Start of Data excerpts

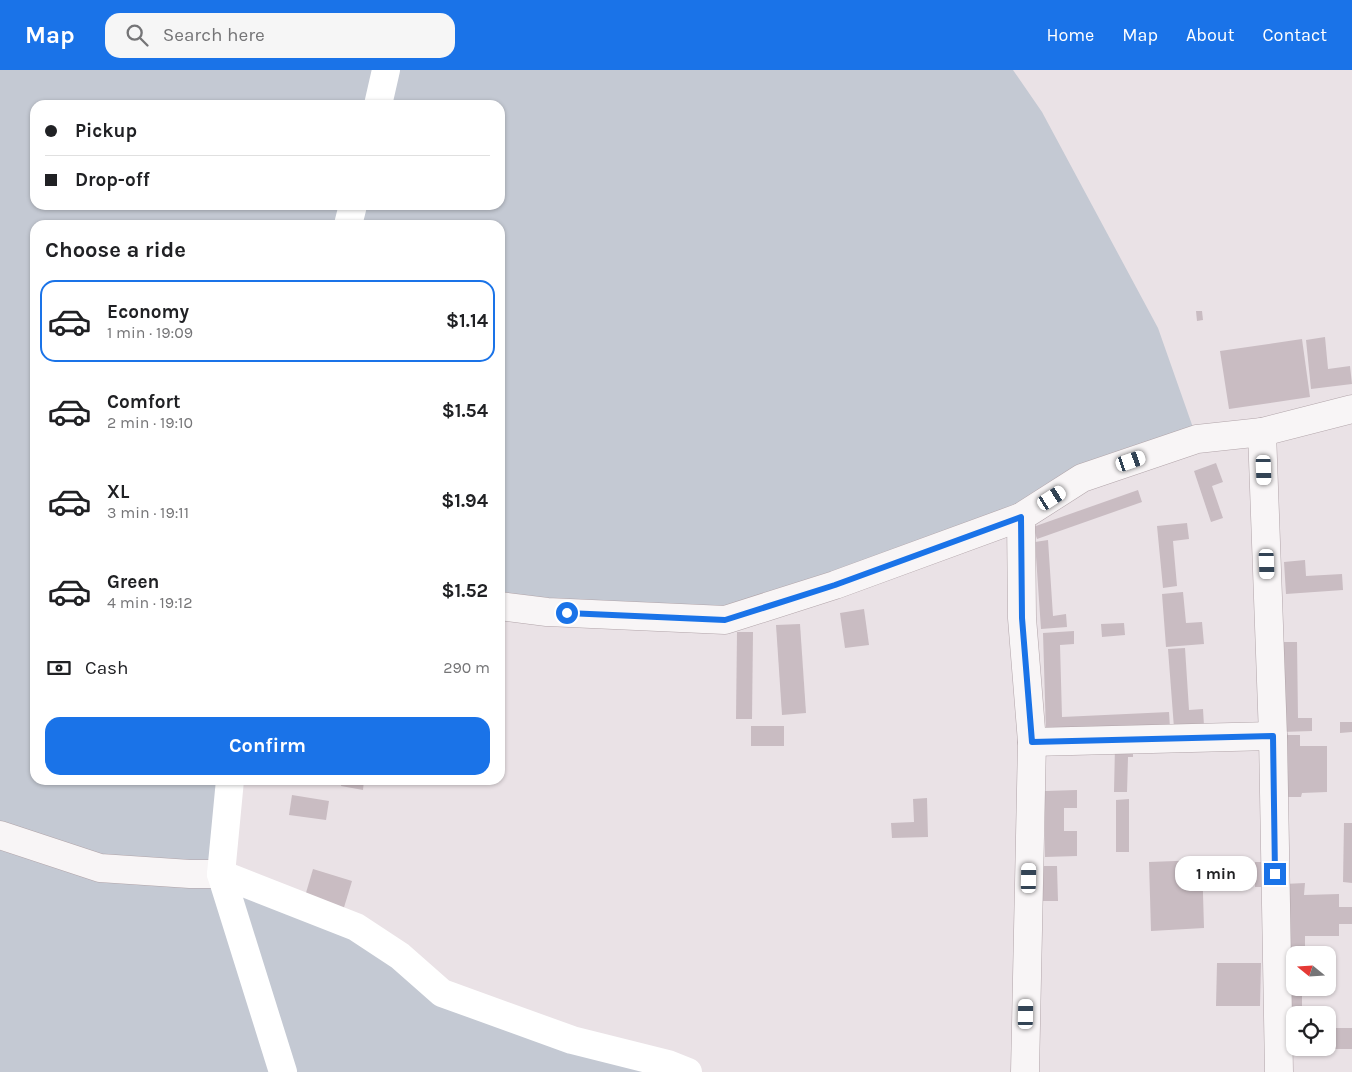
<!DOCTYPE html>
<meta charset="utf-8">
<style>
body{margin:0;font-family:Karla,sans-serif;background:#f6f6f6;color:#202124;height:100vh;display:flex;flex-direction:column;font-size:19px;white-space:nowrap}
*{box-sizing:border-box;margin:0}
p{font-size:16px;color:#757577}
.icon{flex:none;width:28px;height:28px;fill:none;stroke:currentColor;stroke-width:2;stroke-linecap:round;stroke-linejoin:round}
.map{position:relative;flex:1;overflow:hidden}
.drawer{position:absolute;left:30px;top:150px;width:475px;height:565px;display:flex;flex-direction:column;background:#fff;border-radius:15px;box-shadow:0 1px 4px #0004}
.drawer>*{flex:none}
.hud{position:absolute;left:30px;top:30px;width:475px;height:110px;border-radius:15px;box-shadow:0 1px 4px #0004;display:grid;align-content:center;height:110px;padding:0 15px;background:#fff}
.needle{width:32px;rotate:288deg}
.buttons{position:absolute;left:1286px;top:876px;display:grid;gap:10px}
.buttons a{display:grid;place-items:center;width:50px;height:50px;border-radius:10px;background:#fff;box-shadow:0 1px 4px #0004;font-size:25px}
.end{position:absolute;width:22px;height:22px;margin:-11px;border:6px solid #1a73e8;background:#fff;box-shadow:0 0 0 2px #fff}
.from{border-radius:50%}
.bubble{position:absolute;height:35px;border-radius:15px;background:#fff;box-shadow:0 1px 4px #0004;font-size:16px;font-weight:700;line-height:35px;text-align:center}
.car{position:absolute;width:15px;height:30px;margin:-15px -8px;border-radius:6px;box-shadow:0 0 4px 1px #0007;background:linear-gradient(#fff 24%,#345 0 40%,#fff 0 76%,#345 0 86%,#fff 0)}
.hud b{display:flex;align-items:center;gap:18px;height:48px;font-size:19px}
.hud b+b{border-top:1px solid #e0e0e0}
.hud i{width:12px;height:12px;background:#202124}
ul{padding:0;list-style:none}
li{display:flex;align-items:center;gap:15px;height:82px;margin:0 10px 8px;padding:0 5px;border:2px solid transparent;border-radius:15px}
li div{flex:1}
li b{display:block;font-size:19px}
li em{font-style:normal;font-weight:700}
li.on{border-color:#1a73e8}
li>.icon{width:45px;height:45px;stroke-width:1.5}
h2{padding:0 15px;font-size:22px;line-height:60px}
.pay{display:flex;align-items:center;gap:12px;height:55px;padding:0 15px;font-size:19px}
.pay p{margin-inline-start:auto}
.cta{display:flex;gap:10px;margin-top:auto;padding:10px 15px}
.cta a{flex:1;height:58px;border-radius:15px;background:#1a73e8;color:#fff;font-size:20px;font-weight:700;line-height:58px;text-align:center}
header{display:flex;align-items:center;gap:30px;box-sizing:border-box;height:70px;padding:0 25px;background:#1a73e8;color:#fff}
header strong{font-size:24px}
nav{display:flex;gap:28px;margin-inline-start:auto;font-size:18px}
.search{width:350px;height:45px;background:#f6f6f6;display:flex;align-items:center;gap:12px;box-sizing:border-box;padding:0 18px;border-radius:15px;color:#757577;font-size:19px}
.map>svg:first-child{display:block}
.green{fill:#c4c9d3;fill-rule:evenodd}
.building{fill:#c9bcc2}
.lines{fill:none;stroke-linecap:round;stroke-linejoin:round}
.street-casing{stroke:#b1a4a9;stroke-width:29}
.street{stroke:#f8f5f6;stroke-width:28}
.secondary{stroke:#fff;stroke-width:28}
.route{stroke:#1a73e8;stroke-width:6}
</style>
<header>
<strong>Map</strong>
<div class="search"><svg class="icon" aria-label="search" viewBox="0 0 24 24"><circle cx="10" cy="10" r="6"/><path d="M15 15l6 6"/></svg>Search here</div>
<nav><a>Home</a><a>Map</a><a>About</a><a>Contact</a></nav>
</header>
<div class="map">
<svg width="1352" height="1002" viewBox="0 0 1352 1002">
<rect width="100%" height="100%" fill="#eae2e6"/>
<path class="green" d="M 0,0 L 1013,0 L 1042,42 L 1158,258 L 1197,369 L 1021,447 L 725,550 L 500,536 L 500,155 L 35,155 L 35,710 L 230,710 L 221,804 L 356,857 L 442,923 L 688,1002 L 0,1002 ZM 35,35 L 500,35 L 500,135 L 35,135 Z"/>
<g class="building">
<polygon points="1196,241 1202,241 1203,250 1197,251"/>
<polygon points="1325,267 1328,299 1350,296 1352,314 1311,319 1306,270"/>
<polygon points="1302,269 1310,327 1229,339 1220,281"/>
<polygon points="1216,393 1223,412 1212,416 1223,448 1211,452 1194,401"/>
<polygon points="1138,420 1142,432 1037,469 1033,457"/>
<polygon points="1187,453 1189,469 1173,471 1177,516 1163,518 1157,456"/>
<polygon points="1048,470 1053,546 1066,544 1067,557 1041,559 1035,472"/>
<polygon points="1305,490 1306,506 1342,504 1343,520 1286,524 1284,492"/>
<polygon points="1183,522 1186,553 1202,552 1204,574 1166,577 1162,524"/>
<polygon points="864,539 869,575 845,578 840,543"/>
<polygon points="1124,553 1125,565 1102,567 1101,554"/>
<polygon points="800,554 806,643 782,645 776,555"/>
<polygon points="1074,561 1074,574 1060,575 1062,647 1169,642 1170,658 1046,663 1043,563"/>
<polygon points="737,562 753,562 752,649 736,649"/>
<polygon points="1280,572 1297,572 1298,648 1312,648 1312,661 1281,662"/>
<polygon points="1185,578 1189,640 1203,639 1204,656 1174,658 1168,579"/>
<polygon points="1340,652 1352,652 1352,662 1340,663"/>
<rect x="751" y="656" width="33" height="20"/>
<polygon points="1284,665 1300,665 1300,676 1327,676 1327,722 1302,723 1301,727 1284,727"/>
<polygon points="1115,676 1133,676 1133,687 1128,687 1127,722 1114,722"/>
<polygon points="342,710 364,710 363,720 341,716"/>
<polygon points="1077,720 1077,738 1064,738 1064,761 1077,761 1077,786 1045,787 1045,721"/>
<polygon points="292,725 329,731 326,750 289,745"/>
<polygon points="927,728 928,767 892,768 891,753 914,752 913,729"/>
<polygon points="1129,729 1129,782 1116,782 1116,730"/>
<polygon points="1344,753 1352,753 1352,813 1343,812"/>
<polygon points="1202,790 1204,858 1151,861 1149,792"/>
<polygon points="1255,792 1268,792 1269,817 1255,817"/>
<polygon points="1043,796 1057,796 1058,831 1043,831"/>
<polygon points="313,799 352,811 342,844 303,833"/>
<polygon points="1305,813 1304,825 1339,824 1339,837 1352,837 1352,854 1339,854 1339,866 1305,866 1305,878 1285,878 1284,814"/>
<polygon points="1217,893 1261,893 1260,936 1216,936"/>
<polygon points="1286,897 1295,897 1295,918 1302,918 1302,945 1295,945 1295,969 1285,969"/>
<rect x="1328" y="958" width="24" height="21"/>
</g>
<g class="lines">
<defs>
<g id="street">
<polyline points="1262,362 1273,666 1279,1002"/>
<polyline points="1021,447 1022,548 1032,672 1025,1002"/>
<polyline points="500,536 547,542 725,550 835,515 1021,447 1082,408 1197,369 1262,362 1352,339"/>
<polyline points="1032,672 1273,666"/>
<polyline points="0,765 100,798 190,804 221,804"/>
</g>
</defs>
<use href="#street" class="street-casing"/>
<use href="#street" class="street"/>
<g class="secondary">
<polyline points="378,35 386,0"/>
<polyline points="348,155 353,135"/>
<polyline points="230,710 221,804 283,1002"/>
<polyline points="221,804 356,857 400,886 442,923 572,970 668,994 688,1002"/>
</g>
</g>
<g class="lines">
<polyline class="route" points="567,543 725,550 835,515 1021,447 1022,548 1032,672 1273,666 1275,804"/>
</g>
</svg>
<div class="buttons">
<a><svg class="needle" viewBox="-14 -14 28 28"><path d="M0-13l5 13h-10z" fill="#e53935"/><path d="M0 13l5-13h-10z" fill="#757577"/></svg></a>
<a><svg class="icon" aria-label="locate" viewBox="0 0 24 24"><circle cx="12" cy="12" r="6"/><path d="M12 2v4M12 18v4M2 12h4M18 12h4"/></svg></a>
</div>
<i class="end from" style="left:567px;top:543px"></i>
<i class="end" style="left:1275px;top:804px"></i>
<div class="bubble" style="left:1175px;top:786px;width:82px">1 min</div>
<i class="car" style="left:1131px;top:391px;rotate:71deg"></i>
<i class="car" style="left:1264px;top:400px;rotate:178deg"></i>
<i class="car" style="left:1052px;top:428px;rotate:57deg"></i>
<i class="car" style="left:1267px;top:494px;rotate:178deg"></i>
<i class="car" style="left:1029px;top:808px;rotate:1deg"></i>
<i class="car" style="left:1026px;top:944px;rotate:1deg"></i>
<div class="hud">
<b><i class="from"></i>Pickup</b>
<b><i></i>Drop-off</b>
</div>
<section class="drawer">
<h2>Choose a ride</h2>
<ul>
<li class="on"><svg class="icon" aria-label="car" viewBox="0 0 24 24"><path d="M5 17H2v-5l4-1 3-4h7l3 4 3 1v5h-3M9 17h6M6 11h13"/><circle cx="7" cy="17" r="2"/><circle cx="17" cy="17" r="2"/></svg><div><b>Economy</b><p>1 min · 19:09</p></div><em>$1.14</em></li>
<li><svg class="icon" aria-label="car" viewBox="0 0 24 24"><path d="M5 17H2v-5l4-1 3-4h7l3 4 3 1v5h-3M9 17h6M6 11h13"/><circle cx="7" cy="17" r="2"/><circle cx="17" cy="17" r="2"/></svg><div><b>Comfort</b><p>2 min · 19:10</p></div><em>$1.54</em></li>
<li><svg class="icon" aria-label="car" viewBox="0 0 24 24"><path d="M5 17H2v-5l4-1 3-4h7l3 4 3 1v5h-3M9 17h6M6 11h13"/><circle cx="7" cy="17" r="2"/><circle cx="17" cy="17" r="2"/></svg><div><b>XL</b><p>3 min · 19:11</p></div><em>$1.94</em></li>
<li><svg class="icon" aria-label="car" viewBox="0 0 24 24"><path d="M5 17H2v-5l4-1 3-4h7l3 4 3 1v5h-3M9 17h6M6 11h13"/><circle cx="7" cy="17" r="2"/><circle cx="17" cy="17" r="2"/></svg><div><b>Green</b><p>4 min · 19:12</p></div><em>$1.52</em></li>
</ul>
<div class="pay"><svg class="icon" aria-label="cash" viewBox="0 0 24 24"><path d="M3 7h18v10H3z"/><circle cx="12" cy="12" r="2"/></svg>Cash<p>290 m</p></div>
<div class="cta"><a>Confirm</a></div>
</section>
</div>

End of Data excerpts

> _Problem requirements_: Scanning the data above, copy out every line where "shadow" is found.

> _Completed exercise_:
.drawer{position:absolute;left:30px;top:150px;width:475px;height:565px;display:flex;flex-direction:column;background:#fff;border-radius:15px;box-shadow:0 1px 4px #0004}
.hud{position:absolute;left:30px;top:30px;width:475px;height:110px;border-radius:15px;box-shadow:0 1px 4px #0004;display:grid;align-content:center;height:110px;padding:0 15px;background:#fff}
.buttons a{display:grid;place-items:center;width:50px;height:50px;border-radius:10px;background:#fff;box-shadow:0 1px 4px #0004;font-size:25px}
.end{position:absolute;width:22px;height:22px;margin:-11px;border:6px solid #1a73e8;background:#fff;box-shadow:0 0 0 2px #fff}
.bubble{position:absolute;height:35px;border-radius:15px;background:#fff;box-shadow:0 1px 4px #0004;font-size:16px;font-weight:700;line-height:35px;text-align:center}
.car{position:absolute;width:15px;height:30px;margin:-15px -8px;border-radius:6px;box-shadow:0 0 4px 1px #0007;background:linear-gradient(#fff 24%,#345 0 40%,#fff 0 76%,#345 0 86%,#fff 0)}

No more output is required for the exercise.